U.S. Treasury Secretary Steven Mnuchin said Tuesday he hopes for “substantial progress” in talks with Chinese officials aimed at ending a tariff war over Beijing’s technology ambitions.
Mnuchin and Trade Representative Robert Lighthizer were to have a working dinner and then meet Wednesday with Chinese negotiators to discuss the standoff between the two biggest global economies, which has rattled financial markets.
“We hope to make substantial progress,” Mnuchin told reporters.
The secretary said he wouldn’t talk about specific issues but said, “we’ve made a lot of progress.”
A Chinese team is scheduled to visit Washington next week for another round of negotiations.
Mnuchin expressed hope Monday the two sets of talks will progress enough for U.S. officials to recommend to President Donald Trump whether to make a deal with Beijing.
President Donald Trump raised U.S. duties on $250-billion of Chinese imports in response to complaints Beijing steals or pressures companies to hand over technology.
Washington is pressing China to scale back plans for government-led creation of globally competitive companies with advanced technologies in robotics and other fields.
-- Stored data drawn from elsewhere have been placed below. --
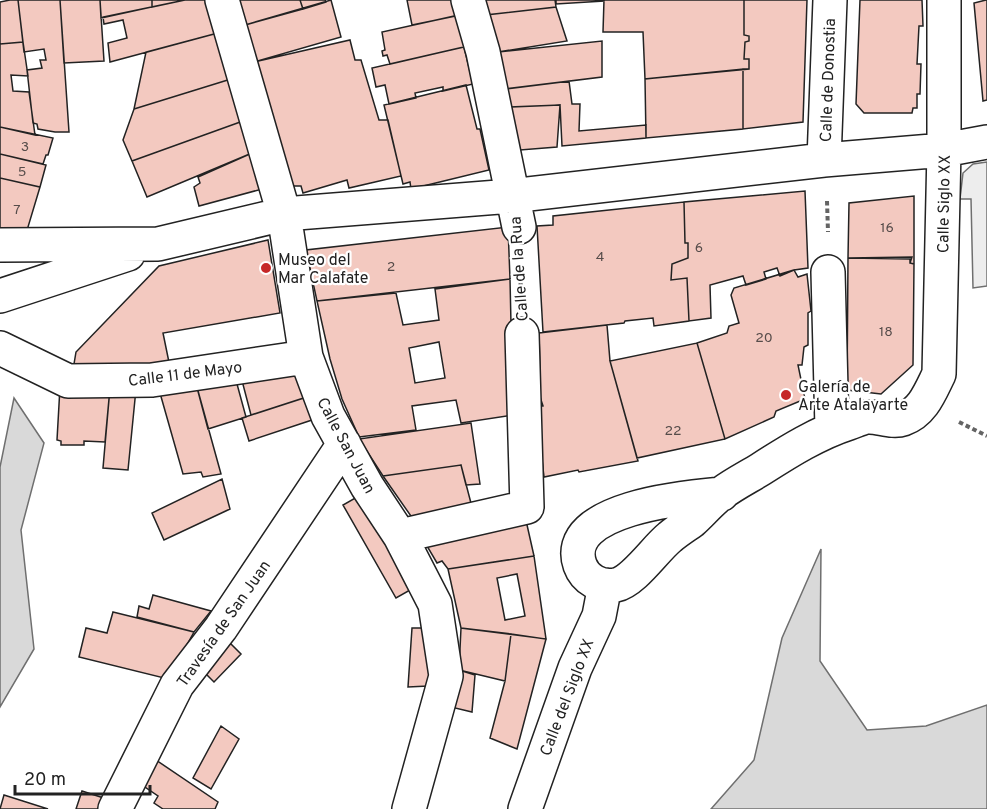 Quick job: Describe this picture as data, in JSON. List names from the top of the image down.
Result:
{
  "streets": {
    "street": [
      "Calle de Donostia",
      "Calle Siglo XX",
      "Calle de la Rua",
      "Calle 11 de Mayo",
      "Calle San Juan",
      "Travesía de San Juan",
      "Calle del Siglo XX"
    ]
  },
  "crossings": [
    ["Calle de la Rua", "Calle San Juan"],
    ["Calle 11 de Mayo", "Calle San Juan"],
    ["Calle San Juan", "Travesía de San Juan"]
  ],
  "places": ["Museo del Mar Calafate", "Galería de Arte Atalayarte"],
  "house_numbers": [
    "3",
    "5",
    "7",
    "16",
    "6",
    "4",
    "2",
    "18",
    "20",
    "22"
  ],
  "scale_bar": "20 m"
} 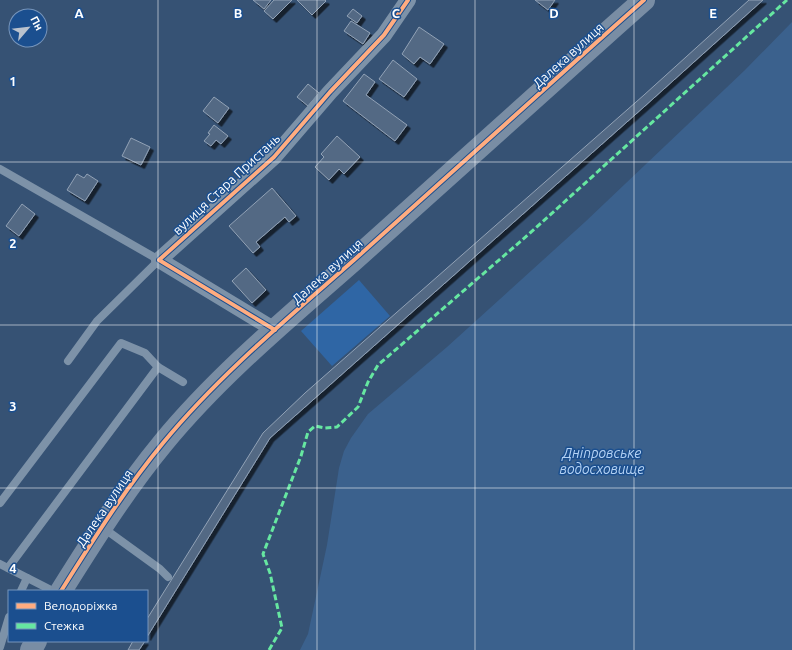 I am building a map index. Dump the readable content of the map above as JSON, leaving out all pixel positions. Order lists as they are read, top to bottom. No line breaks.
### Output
{"streets":{"street":["Далека вулиця","вулиця Стара Пристань"]},"water":["Дніпровське водосховище"],"legend":["Велодоріжка","Стежка"],"north":"top right","grid":{"columns":["A","B","C","D","E"],"rows":["1","2","3","4"]}} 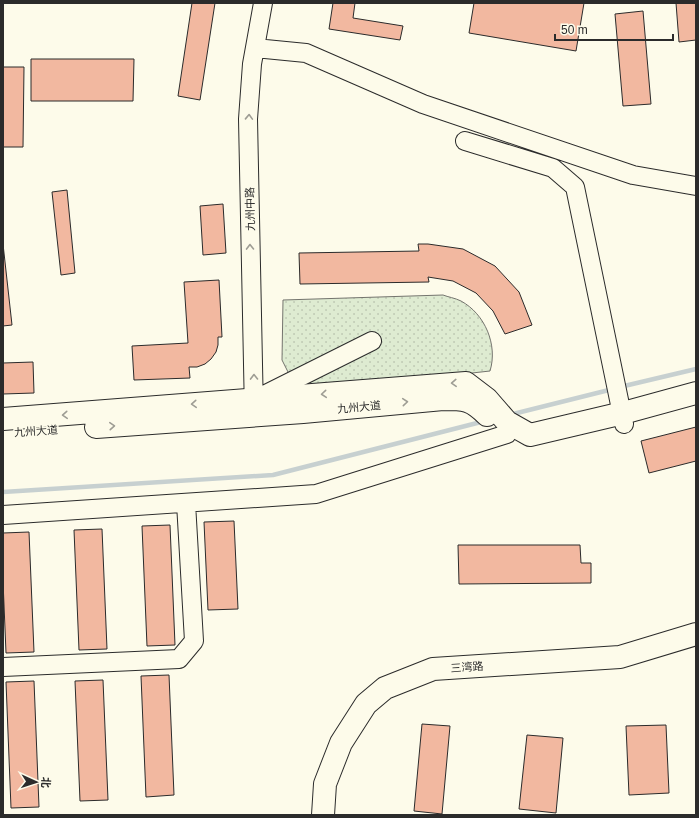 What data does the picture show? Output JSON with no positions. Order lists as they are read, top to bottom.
{
  "streets": {
    "main road": ["九州大道", "三湾路"],
    "street": ["九州中路"]
  },
  "crossings": [
    ["九州中路", "九州大道"]
  ],
  "one_way": ["九州中路"],
  "scale_bar": "50 m",
  "north": "right"
}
Beijing’s trading partners say such support violates its market-opening commitments.
Beijing has retaliated by raising import duties on $110-billion in U.S. goods.
Financial markets have been steadied by statements from both governments that they are making progress, but no formal agreements have been announced.
The negotiators are still discussing how to ensure that Beijing would adhere to whatever commitments it makes, and whether the Trump administration would keep tariffs on Chinese imports to maintain leverage over Beijing.
Mnuchin told Fox Business Network that an enforcement mechanism just “needs a little bit of fine tuning.”
U.S. officials and businesses assert that China has failed to keep past promises concerning its trade practices.
Trump also wants to narrow America’s huge trade deficit with China — $379-billion last year — by pressing Beijing to agree to accept more U.S. exports.
Critics worry any agreement might hurt other countries by shifting Chinese demand away from them. They also worry it might marginalize the World Trade Organization, which is meant to enforce global free trade rules for everybody.